WHAT TO PRODUCE
Scan the data below. Pull out each line where "drawText" occurs.

[Records drawn from a dataset]
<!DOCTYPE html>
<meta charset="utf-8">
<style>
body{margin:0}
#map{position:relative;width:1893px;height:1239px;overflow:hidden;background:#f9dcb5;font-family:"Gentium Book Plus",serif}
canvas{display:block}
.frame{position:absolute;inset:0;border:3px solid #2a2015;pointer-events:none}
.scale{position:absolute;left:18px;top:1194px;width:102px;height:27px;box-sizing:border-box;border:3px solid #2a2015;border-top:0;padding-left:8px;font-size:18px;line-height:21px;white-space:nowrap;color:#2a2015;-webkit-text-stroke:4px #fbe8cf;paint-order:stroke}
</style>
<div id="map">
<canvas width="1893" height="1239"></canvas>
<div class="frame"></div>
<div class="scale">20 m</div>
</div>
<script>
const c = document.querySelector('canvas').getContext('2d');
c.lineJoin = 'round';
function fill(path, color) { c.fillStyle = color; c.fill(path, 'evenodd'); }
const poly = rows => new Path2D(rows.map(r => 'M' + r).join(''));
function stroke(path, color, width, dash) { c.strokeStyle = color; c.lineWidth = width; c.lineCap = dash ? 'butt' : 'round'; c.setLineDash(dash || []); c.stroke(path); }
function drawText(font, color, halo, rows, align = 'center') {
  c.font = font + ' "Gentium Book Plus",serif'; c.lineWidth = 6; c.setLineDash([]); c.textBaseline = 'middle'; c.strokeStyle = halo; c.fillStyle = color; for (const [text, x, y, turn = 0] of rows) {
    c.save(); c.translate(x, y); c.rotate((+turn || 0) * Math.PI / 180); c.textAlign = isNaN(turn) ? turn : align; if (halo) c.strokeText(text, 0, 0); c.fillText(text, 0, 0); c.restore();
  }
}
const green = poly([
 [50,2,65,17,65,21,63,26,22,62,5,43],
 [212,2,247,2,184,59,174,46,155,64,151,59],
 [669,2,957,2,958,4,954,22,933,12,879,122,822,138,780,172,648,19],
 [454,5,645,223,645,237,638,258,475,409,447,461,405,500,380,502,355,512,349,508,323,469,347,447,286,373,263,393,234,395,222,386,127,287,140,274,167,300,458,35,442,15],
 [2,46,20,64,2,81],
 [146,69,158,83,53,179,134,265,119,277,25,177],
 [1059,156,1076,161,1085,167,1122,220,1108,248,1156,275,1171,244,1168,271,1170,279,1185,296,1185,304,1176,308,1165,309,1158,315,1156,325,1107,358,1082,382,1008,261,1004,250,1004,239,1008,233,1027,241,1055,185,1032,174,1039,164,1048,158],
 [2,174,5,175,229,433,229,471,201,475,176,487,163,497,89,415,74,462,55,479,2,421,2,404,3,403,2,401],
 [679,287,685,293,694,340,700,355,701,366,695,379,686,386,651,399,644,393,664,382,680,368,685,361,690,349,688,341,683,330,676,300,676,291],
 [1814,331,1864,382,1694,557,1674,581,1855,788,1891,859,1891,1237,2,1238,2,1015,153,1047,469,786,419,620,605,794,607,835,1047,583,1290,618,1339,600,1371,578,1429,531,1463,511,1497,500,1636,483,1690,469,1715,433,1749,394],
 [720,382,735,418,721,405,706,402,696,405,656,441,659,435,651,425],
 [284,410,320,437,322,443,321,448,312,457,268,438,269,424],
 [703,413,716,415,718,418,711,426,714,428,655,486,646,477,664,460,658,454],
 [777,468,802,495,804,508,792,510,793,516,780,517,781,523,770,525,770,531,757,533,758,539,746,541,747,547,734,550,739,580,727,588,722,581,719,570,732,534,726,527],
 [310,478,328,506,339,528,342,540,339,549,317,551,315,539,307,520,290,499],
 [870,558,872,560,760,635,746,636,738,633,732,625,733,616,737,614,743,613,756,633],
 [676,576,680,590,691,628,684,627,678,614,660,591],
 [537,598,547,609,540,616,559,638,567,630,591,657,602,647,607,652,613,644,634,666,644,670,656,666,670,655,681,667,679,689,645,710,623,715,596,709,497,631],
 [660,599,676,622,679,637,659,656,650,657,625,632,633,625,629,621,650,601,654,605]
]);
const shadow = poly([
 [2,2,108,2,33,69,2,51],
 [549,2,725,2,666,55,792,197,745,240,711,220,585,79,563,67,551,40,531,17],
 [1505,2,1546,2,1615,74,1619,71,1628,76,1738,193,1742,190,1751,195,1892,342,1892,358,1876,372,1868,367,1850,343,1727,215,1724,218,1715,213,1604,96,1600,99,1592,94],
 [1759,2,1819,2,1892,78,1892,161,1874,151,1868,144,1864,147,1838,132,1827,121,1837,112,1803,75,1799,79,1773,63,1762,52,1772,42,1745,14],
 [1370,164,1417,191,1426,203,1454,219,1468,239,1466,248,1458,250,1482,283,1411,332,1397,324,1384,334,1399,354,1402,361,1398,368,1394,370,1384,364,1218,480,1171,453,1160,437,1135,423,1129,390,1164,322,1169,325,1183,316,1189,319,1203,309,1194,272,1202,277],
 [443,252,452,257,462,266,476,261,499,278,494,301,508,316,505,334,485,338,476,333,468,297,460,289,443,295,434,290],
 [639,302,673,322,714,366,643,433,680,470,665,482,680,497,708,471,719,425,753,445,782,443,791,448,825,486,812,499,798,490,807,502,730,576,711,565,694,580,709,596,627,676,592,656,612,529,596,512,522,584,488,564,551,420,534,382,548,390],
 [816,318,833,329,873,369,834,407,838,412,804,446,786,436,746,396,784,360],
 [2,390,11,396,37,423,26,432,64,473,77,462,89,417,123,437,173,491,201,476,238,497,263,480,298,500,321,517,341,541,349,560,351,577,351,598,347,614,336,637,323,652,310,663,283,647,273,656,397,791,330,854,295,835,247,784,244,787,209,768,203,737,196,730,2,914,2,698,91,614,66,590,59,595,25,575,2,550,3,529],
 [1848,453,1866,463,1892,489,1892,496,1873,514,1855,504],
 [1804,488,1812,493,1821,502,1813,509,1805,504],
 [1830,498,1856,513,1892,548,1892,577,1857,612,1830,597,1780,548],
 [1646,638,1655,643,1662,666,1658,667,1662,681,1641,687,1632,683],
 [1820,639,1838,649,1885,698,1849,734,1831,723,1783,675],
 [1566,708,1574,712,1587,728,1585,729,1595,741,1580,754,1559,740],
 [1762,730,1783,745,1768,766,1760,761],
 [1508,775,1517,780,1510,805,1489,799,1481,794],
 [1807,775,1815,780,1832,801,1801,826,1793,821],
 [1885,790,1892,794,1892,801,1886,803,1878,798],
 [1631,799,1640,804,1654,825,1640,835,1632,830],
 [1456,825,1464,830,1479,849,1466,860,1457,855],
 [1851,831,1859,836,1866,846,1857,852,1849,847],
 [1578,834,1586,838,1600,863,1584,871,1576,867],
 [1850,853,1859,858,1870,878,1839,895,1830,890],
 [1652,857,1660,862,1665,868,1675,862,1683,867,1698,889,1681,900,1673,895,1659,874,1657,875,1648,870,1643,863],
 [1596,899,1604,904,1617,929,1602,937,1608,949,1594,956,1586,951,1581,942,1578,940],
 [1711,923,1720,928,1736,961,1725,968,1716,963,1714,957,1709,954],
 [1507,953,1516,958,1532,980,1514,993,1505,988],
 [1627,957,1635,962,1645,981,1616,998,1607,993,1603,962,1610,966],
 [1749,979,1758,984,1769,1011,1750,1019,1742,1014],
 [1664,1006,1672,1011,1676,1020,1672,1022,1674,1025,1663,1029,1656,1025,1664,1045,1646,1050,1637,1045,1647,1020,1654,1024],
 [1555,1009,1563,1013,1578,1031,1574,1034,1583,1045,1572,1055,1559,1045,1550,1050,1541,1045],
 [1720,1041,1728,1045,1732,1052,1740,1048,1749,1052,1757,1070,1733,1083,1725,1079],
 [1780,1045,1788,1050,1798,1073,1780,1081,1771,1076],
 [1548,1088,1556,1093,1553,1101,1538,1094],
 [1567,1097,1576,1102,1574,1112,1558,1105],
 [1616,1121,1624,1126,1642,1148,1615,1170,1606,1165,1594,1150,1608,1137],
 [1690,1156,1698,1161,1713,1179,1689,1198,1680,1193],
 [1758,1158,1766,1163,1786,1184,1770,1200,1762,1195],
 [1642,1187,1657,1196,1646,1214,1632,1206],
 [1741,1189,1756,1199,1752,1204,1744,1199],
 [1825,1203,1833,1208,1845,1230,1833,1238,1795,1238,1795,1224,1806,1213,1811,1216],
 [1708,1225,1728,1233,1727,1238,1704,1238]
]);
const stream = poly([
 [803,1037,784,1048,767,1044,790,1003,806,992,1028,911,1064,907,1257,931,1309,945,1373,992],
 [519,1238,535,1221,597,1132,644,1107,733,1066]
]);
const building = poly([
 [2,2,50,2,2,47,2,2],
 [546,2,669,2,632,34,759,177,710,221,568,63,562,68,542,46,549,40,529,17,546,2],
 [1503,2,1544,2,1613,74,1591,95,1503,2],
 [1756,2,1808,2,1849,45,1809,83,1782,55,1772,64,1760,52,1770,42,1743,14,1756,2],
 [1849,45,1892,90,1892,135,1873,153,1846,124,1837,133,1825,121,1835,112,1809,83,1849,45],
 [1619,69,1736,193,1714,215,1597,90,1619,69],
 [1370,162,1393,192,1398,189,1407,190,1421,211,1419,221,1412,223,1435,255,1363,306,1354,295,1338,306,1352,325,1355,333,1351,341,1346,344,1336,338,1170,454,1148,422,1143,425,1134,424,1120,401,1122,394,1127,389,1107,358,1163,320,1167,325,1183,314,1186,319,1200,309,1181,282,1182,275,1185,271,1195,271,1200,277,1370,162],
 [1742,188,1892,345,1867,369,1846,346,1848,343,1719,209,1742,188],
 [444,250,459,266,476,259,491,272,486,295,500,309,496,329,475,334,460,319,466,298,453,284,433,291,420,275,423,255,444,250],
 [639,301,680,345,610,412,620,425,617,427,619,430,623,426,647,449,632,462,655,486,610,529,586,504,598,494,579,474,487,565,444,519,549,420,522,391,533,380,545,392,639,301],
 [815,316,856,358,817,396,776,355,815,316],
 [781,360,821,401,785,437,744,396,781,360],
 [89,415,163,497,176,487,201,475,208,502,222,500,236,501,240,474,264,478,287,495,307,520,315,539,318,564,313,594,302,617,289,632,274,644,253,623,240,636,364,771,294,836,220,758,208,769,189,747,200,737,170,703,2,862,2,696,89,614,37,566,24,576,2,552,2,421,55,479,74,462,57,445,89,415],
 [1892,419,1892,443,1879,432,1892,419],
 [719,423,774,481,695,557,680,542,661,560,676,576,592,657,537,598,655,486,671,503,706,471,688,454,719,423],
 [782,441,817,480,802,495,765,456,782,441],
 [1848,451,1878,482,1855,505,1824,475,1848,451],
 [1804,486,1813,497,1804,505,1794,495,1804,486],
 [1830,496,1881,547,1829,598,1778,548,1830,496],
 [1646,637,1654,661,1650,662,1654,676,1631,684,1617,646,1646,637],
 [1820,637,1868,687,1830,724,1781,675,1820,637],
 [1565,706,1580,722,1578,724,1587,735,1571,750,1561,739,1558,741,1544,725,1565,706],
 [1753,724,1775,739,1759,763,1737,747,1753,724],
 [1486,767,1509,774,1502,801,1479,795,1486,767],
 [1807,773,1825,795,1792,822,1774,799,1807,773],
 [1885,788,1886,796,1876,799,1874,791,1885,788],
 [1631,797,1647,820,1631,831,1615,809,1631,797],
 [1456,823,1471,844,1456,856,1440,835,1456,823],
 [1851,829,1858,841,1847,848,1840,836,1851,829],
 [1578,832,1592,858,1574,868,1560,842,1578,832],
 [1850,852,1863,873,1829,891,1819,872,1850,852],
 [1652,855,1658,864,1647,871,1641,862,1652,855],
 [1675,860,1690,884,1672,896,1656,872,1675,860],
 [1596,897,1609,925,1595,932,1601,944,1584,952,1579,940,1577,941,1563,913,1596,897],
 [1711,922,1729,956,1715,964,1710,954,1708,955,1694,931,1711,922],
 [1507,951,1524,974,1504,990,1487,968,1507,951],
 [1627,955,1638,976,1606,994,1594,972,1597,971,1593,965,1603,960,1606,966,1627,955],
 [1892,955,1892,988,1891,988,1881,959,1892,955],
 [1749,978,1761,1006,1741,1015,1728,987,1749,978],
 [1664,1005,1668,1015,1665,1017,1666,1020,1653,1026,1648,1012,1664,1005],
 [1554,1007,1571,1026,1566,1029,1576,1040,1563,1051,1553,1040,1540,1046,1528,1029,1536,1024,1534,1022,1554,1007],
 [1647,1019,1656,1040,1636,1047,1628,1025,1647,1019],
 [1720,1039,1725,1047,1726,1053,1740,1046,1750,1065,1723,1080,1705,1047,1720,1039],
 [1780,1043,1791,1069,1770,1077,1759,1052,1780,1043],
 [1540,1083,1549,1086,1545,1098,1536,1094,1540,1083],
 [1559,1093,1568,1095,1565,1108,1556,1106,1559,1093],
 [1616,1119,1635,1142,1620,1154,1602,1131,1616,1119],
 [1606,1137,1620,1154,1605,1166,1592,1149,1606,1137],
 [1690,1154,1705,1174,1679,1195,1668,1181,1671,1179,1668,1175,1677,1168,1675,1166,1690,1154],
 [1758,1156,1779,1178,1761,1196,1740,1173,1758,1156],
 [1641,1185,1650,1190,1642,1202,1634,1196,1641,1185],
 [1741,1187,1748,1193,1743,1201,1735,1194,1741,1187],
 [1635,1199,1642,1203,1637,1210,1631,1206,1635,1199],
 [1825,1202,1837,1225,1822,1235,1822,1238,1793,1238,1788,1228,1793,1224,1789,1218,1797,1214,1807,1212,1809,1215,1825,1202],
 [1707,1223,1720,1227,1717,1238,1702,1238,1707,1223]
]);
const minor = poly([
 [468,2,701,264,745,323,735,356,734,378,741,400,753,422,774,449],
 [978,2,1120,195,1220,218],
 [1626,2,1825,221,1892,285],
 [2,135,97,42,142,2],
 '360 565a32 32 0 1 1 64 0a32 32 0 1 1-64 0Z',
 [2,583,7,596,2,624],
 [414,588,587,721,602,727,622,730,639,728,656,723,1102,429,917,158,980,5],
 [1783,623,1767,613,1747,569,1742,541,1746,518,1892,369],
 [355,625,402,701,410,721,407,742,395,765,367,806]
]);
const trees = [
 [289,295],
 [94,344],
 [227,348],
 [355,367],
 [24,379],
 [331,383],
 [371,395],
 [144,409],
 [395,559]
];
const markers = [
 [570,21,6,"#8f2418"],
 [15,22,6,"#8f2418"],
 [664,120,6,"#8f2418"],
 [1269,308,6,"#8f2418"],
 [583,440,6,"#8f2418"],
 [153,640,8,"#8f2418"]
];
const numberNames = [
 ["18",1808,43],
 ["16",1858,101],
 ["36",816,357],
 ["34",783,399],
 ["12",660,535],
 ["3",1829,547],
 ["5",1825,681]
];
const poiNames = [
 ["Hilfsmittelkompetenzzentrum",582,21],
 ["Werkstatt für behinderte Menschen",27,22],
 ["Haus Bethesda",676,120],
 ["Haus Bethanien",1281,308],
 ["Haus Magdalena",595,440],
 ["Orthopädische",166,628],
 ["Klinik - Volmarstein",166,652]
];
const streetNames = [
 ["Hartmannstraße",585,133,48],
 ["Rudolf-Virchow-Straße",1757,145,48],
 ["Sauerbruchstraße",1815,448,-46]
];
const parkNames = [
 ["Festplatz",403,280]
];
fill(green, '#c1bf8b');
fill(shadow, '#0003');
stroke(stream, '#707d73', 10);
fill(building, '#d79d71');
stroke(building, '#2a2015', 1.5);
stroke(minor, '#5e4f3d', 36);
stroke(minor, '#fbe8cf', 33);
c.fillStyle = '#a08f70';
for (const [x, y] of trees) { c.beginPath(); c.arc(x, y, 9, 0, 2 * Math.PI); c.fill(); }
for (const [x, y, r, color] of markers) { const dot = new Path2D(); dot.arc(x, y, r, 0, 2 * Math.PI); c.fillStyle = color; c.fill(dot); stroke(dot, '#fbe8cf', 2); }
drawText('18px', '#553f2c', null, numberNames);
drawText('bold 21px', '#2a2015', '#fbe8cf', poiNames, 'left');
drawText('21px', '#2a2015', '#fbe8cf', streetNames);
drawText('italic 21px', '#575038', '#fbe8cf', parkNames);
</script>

RESPONSE AREA
function drawText(font, color, halo, rows, align = 'center') {
drawText('18px', '#553f2c', null, numberNames);
drawText('bold 21px', '#2a2015', '#fbe8cf', poiNames, 'left');
drawText('21px', '#2a2015', '#fbe8cf', streetNames);
drawText('italic 21px', '#575038', '#fbe8cf', parkNames);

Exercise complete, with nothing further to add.